__Prompt__
Your answer should give again, exactly, the lines from the beginning of the entries below through the line containing "position:absolute; left:15px; bottom:12px;". It must contain no pictures.

##############################

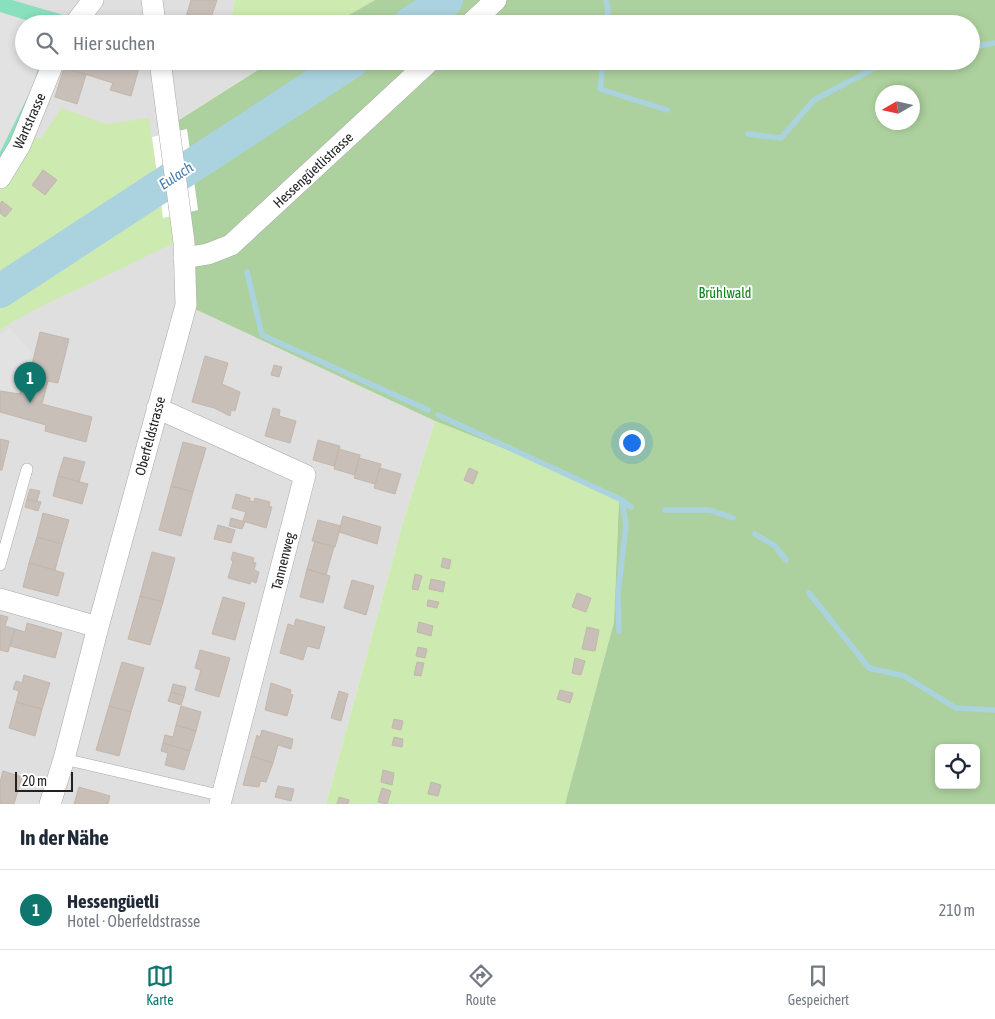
<!DOCTYPE html>
<html lang="de">
<head>
<meta charset="utf-8">
<style>
	body { margin:0; font-family:"Asap Condensed",sans-serif; background:#f2f2f3; color:#1f2937 }
	.controls { position:absolute; right:15px; bottom:15px; display:grid; overflow:hidden; border-radius:8px; box-shadow:0 2px 8px #0003 }
	.controls button { width:45px; height:45px; display:grid; place-items:center; padding:0; border:0; border-bottom:1px solid #e0e1e3; background:#fff; color:#1f2937; font:25px sans-serif }
	.compass { position:absolute; left:875px; top:85px; width:45px; height:45px; border-radius:50%; background:#fff; box-shadow:0 2px 8px #0003; rotate:261deg }
	.scale { position:absolute; left:15px; bottom:12px; width:58px; box-sizing:border-box; padding-left:5px; border:2px solid #222; border-top:0; font-size:14px; line-height:18px; white-space:nowrap; color:#222; -webkit-text-stroke:4px #fff; paint-order:stroke }
	.you { position:absolute; left:631px; top:442px; width:18px; height:18px; margin:-12px; border:4px solid #fff; border-radius:50%; background:#1a73e8; box-shadow:0 0 0 8px #1a73e833 }
	.badge { display:grid; place-items:center; width:32px; height:32px; border-radius:50%; background:#0f766e; color:#fff; font-size:16px; font-weight:700 }
	.pin { position:absolute; translate:-50% -41px; filter:drop-shadow(0 1px 2px #0008) }
	.pin::after { content:''; position:absolute; top:26px; width:18px; height:15px; background:inherit; clip-path:polygon(0 0,100% 0,50% 100%) }
	.list { margin:0; padding:0; list-style:none }
	h2 { display:flex; justify-content:space-between; align-items:center; height:65px; margin:0; padding:0 20px; font-size:21px }
	h2 small { font-size:16px; font-weight:400; color:#747a83 }
	.list li { display:grid; grid-template-columns:32px 1fr auto; gap:15px; align-items:center; box-sizing:border-box; height:80px; padding:0 20px; border-top:1px solid #e0e1e3 }
	.list b { display:block; font-size:19px; white-space:nowrap }
	.list p { margin:0; font-size:16px; white-space:nowrap; color:#747a83 }
	.list em { font-size:16px; font-style:normal; color:#747a83 }
	.icon { flex:none; width:28px; height:28px; fill:none; stroke:currentColor; stroke-width:2; stroke-linecap:round; stroke-linejoin:round }
	.map { position:relative; flex:none; width:995px; height:804px; overflow:hidden }
	.search { position:absolute; background:#fff; box-shadow:0 2px 8px #0003; left:15px; right:15px; top:15px; height:55px; display:flex; align-items:center; gap:12px; box-sizing:border-box; padding:0 18px; border-radius:28px; color:#747a83; font-size:19px }
	.sheet { height:145px; background:#fff }
	nav { display:flex; justify-content:space-around; align-items:center; box-sizing:border-box; height:70px; border-top:1px solid #e0e1e3; background:#fff; font-size:14px; color:#747a83 }
	nav a { display:grid; justify-items:center; gap:2px }
	nav .on { color:#0f766e }
	.map>svg:first-child { display:block }
</style>
</head>
<body>
<div class="map">
<svg width="995" height="804" viewBox="0 0 995 804">
	<rect width="100%" height="100%" fill="#f2efe9"/>
	<!-- residential -->
	<path fill="#e0dfdf" d="M 0,0 L 235,0 L 231,17 L 258,24 L 24,24 L 24,61 L 272,61 L 180,119 L 186,305 L 435,421 L 403,522 L 326,804 L 0,804 Z"/>
	<!-- grass -->
	<path fill="#cdebb0" d="M 235,0 L 375,0 L 333,24 L 258,24 L 231,17 Z
		M 62,108 L 105,124 L 149,118 L 152,143 L 170,141 L 184,242 C 164,245 149,256 131,264 C 87,286 41,303 0,330 L 0,187 L 32,135 L 40,139 Z
		M 435,421 L 530,459 L 619,499 L 614,622 L 565,804 L 326,804 L 403,522 Z"/>
	<!-- forest -->
	<path fill="#add19e" fill-rule="evenodd" d="M 375,0 L 995,0 L 995,804 L 565,804 L 614,622 L 619,499 L 530,459 L 435,421 L 186,305 L 170,141 L 179,120 L 272,61 L 971,61 L 971,24 L 333,24 ZM 882,92 L 912,92 L 912,122 L 882,122 ZM 939,748 L 976,748 L 976,785 L 939,785 Z"/>
	<!-- pitch -->
	<path fill="#88e0be" d="M 0,0 L 12,0 L 77,19 L 75,24 L 24,24 L 24,61 L 54,61 L 0,178 Z"/>
	<!-- parking -->
	<path fill="#e2e2e2" d="M 0,12 L 39,24 L 24,24 L 24,61 L 40,61 L 33,86 L 0,152 Z
		M 10,328 L 32,352 L 20,393 L 0,390 L 0,335 Z"/>
	<!-- pier -->
	<path fill="#fff" d="M 187,129 L 198,210 L 163,218 L 152,137 Z"/>
	<g fill="none" stroke-linecap="round" stroke-linejoin="round">
		<!-- stream -->
		<path stroke="#aad3df" stroke-width="5.5" d="M 606,0 L 608,9 L 607,24
			M 971,47 L 995,43
			M 603,61 L 600,89 L 667,110
			M 748,134 L 781,138 L 814,100 L 888,61
			M 148,179 L 148,194
			M 247,272 L 262,335 L 428,410
			M 438,415 L 622,500 L 626,525 L 618,594 L 619,631
			M 622,500 L 631,507
			M 665,510 L 709,510 L 733,518
			M 755,534 L 775,546 L 786,560
			M 809,593 L 869,668 L 904,676 L 956,708 L 995,710"/>
		<!-- river -->
		<path stroke="#aad3df" stroke-width="34" d="M 410,24 L 446,0
			M 0,291 L 352,61"/>
	</g>
	<!-- building -->
	<path fill="#c7bfb8" stroke="#c4b6ab" d="M 191,0 L 217,0 L 209,24 L 184,24 Z
		M 71,61 L 141,61 L 131,96 L 110,90 L 113,83 L 69,69 Z
		M 64,68 L 86,75 L 77,104 L 55,97 Z
		M 43,170 L 57,180 L 45,195 L 32,185 Z
		M 2,201 L 12,209 L 5,217 L 0,213 L 0,204 Z
		M 40,332 L 69,339 L 58,383 L 48,381 L 42,404 L 92,417 L 86,442 L 45,431 L 46,425 L 0,412 L 0,391 L 20,394 L 27,367 L 31,368 Z
		M 205,356 L 228,363 L 222,384 L 240,392 L 235,411 L 231,410 L 230,416 L 214,408 L 192,402 Z
		M 274,365 L 282,367 L 279,377 L 271,375 Z
		M 273,408 L 280,410 L 279,416 L 296,421 L 290,443 L 265,436 Z
		M 0,439 L 9,441 L 2,470 L 0,470 Z
		M 318,440 L 340,446 L 334,466 L 313,460 Z
		M 183,442 L 206,448 L 193,492 L 171,486 Z
		M 339,449 L 360,455 L 355,475 L 334,469 Z
		M 64,457 L 85,462 L 79,482 L 58,476 Z
		M 359,458 L 381,464 L 375,484 L 354,478 Z
		M 380,468 L 401,474 L 395,494 L 374,488 Z
		M 469,468 L 478,472 L 473,484 L 464,480 Z
		M 58,476 L 88,484 L 82,504 L 53,496 Z
		M 171,486 L 193,492 L 181,536 L 159,530 Z
		M 30,489 L 40,491 L 37,501 L 27,499 Z
		M 236,494 L 250,498 L 250,501 L 254,502 L 255,498 L 270,502 L 269,506 L 272,507 L 266,528 L 243,521 L 246,512 L 232,508 Z
		M 27,499 L 41,502 L 38,511 L 25,507 Z
		M 43,513 L 69,520 L 62,544 L 37,537 Z
		M 343,516 L 381,527 L 377,544 L 339,532 Z
		M 231,518 L 245,522 L 242,529 L 229,526 Z
		M 318,520 L 341,526 L 335,547 L 312,541 Z
		M 218,525 L 235,530 L 231,543 L 214,539 Z
		M 37,537 L 62,544 L 55,570 L 29,563 Z
		M 315,541 L 334,547 L 326,575 L 307,569 Z
		M 152,552 L 175,558 L 163,602 L 140,596 Z
		M 233,552 L 254,558 L 253,562 L 256,563 L 254,570 L 259,572 L 256,583 L 251,581 L 250,584 L 228,578 L 233,561 L 231,560 Z
		M 443,558 L 451,560 L 449,569 L 441,567 Z
		M 29,563 L 64,573 L 58,596 L 23,587 Z
		M 307,569 L 330,576 L 323,603 L 300,597 Z
		M 415,574 L 422,576 L 418,590 L 412,589 Z
		M 431,579 L 445,582 L 443,592 L 429,589 Z
		M 352,580 L 374,586 L 366,615 L 344,608 Z
		M 577,593 L 591,598 L 586,612 L 572,607 Z
		M 140,596 L 163,602 L 150,645 L 128,639 Z
		M 223,597 L 245,603 L 235,640 L 212,634 Z
		M 428,600 L 439,602 L 437,608 L 427,606 Z
		M 0,615 L 8,617 L 5,626 L 15,629 L 8,652 L 0,650 Z
		M 296,619 L 325,627 L 319,649 L 307,646 L 303,660 L 280,653 L 288,624 L 294,626 Z
		M 419,622 L 433,626 L 431,636 L 417,632 Z
		M 27,623 L 62,633 L 55,658 L 10,646 L 15,629 L 25,632 Z
		M 587,627 L 599,630 L 595,651 L 582,649 Z
		M 418,647 L 427,649 L 425,658 L 416,656 Z
		M 200,650 L 230,658 L 219,697 L 195,690 L 201,670 L 195,668 Z
		M 575,658 L 585,661 L 581,675 L 572,673 Z
		M 122,662 L 144,668 L 131,712 L 109,706 Z
		M 417,662 L 424,663 L 421,676 L 414,675 Z
		M 24,675 L 50,683 L 42,709 L 16,702 L 19,691 L 13,689 L 16,681 L 22,683 Z
		M 271,683 L 291,690 L 290,694 L 293,695 L 287,716 L 265,710 Z
		M 173,684 L 186,687 L 184,696 L 171,692 Z
		M 560,690 L 573,693 L 570,703 L 557,699 Z
		M 339,691 L 348,694 L 341,721 L 331,718 Z
		M 171,692 L 184,696 L 181,705 L 168,701 Z
		M 16,702 L 42,709 L 35,736 L 9,728 Z
		M 109,706 L 131,712 L 119,756 L 96,750 Z
		M 181,706 L 201,712 L 196,731 L 176,725 Z
		M 394,719 L 403,721 L 401,730 L 392,728 Z
		M 176,725 L 196,731 L 190,751 L 163,743 L 165,735 L 173,737 Z
		M 262,730 L 293,739 L 291,749 L 278,745 L 273,763 L 251,756 L 257,735 L 260,737 Z
		M 394,737 L 403,739 L 402,747 L 392,745 Z
		M 163,743 L 190,751 L 184,770 L 165,765 L 168,753 L 161,751 Z
		M 251,756 L 273,763 L 266,782 L 260,781 L 259,787 L 243,785 Z
		M 383,770 L 394,773 L 392,785 L 381,782 Z
		M 3,771 L 22,777 L 14,804 L 0,804 L 0,782 Z
		M 431,782 L 441,785 L 438,796 L 428,794 Z
		M 278,786 L 294,789 L 291,801 L 275,797 Z
		M 79,787 L 110,796 L 108,804 L 74,804 Z
		M 382,788 L 391,791 L 387,804 L 378,802 Z
		M 339,797 L 349,800 L 348,804 L 337,804 Z"/>
	<g fill="none" stroke-linecap="round" stroke-linejoin="round">
		<defs>
			<path id="service" d="M 0,565 L 27,469
				M 64,759 L 223,796"/>
			<path id="minor" d="M 152,0 L 155,24
				M 75,24 L 93,0
				M 470,24 L 496,0
				M 0,178 L 20,145 L 54,61
				M 184,258 L 208,254 L 231,245 L 430,61
				M 157,408 L 305,475 L 220,804
				M 0,599 L 98,627
				M 50,804 L 64,759 L 98,627 L 186,305 L 184,242 L 160,61"/>
		</defs>
		<!-- service casing -->
		<use href="#service" stroke="#a9a9a9" stroke-width="12"/>
		<!-- minor casing -->
		<use href="#minor" stroke="#a9a9a9" stroke-width="22"/>
		<!-- service -->
		<use href="#service" stroke="#fff" stroke-width="11"/>
		<!-- minor -->
		<use href="#minor" stroke="#fff" stroke-width="21"/>
	</g>
	<g text-anchor="middle" stroke-width="4" stroke-linejoin="round" paint-order="stroke">
		<!-- street labels -->
		<g font-size="14" fill="#222" stroke="#fff">
			<text transform="translate(29 121) rotate(-66)" y="5">Wartstrasse</text>
			<text transform="translate(313 170) rotate(-43)" y="5">Hessengüetlistrasse</text>
			<text transform="translate(150 436) rotate(-75)" y="5">Oberfeldstrasse</text>
			<text transform="translate(283 561) rotate(-76)" y="5">Tannenweg</text>
		</g>
		<!-- park labels -->
		<g font-size="14" fill="#0c8416" stroke="#fff">
			<text x="725" y="298">Brühlwald</text>
		</g>
		<!-- water labels -->
		<g font-size="15" font-style="italic" fill="#4a7aab" stroke="#fff">
			<text transform="translate(176 176) rotate(-33)" y="5">Eulach</text>
		</g>
	</g>
</svg>
<div class="controls">
<button><svg class="icon" aria-label="locate" viewBox="0 0 24 24"><circle cx="12" cy="12" r="6"/><path d="M12 2v4M12 18v4M2 12h4M18 12h4"/></svg></button>
</div>
<svg class="compass" viewBox="-18 -18 36 36"><path d="M0-13l5 13h-10z" fill="#e53935"/><path d="M0 13l5-13h-10z" fill="#747a83"/></svg>
<div class="scale">20 m</div>
<div class="you"></div>
<div class="pin badge" style="left:30px;top:403px">1</div>
<div class="search"><svg class="icon" aria-label="search" viewBox="0 0 24 24"><circle cx="10" cy="10" r="6"/><path d="M15 15l6 6"/></svg>Hier suchen</div>
</div>
<section class="sheet">
<h2>In der Nähe<small></small></h2>
<ul class="list">
<li><span class="badge">1</span><div><b>Hessengüetli</b><p>Hotel · Oberfeldstrasse</p></div><em>210 m</em></li>
</ul>
</section>
<nav>
<a class="on"><svg class="icon" aria-label="map" viewBox="0 0 24 24"><path d="M3 6l6-2 6 2 6-2v14l-6 2-6-2-6 2zM9 4v14M15 6v14"/></svg>Karte</a>
<a><svg class="icon" aria-label="directions" viewBox="0 0 24 24"><path d="M12 3l9 9-9 9-9-9zM9 14v-3h6M13 9l2 2-2 2"/></svg>Route</a>
<a><svg class="icon" aria-label="saved" viewBox="0 0 24 24"><path d="M7 4h10v16l-5-4-5 4z"/></svg>Gespeichert</a>
</nav>
</body>
</html>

##############################

__Exercise solution__
<!DOCTYPE html>
<html lang="de">
<head>
<meta charset="utf-8">
<style>
	body { margin:0; font-family:"Asap Condensed",sans-serif; background:#f2f2f3; color:#1f2937 }
	.controls { position:absolute; right:15px; bottom:15px; display:grid; overflow:hidden; border-radius:8px; box-shadow:0 2px 8px #0003 }
	.controls button { width:45px; height:45px; display:grid; place-items:center; padding:0; border:0; border-bottom:1px solid #e0e1e3; background:#fff; color:#1f2937; font:25px sans-serif }
	.compass { position:absolute; left:875px; top:85px; width:45px; height:45px; border-radius:50%; background:#fff; box-shadow:0 2px 8px #0003; rotate:261deg }
	.scale { position:absolute; left:15px; bottom:12px; width:58px; box-sizing:border-box; padding-left:5px; border:2px solid #222; border-top:0; font-size:14px; line-height:18px; white-space:nowrap; color:#222; -webkit-text-stroke:4px #fff; paint-order:stroke }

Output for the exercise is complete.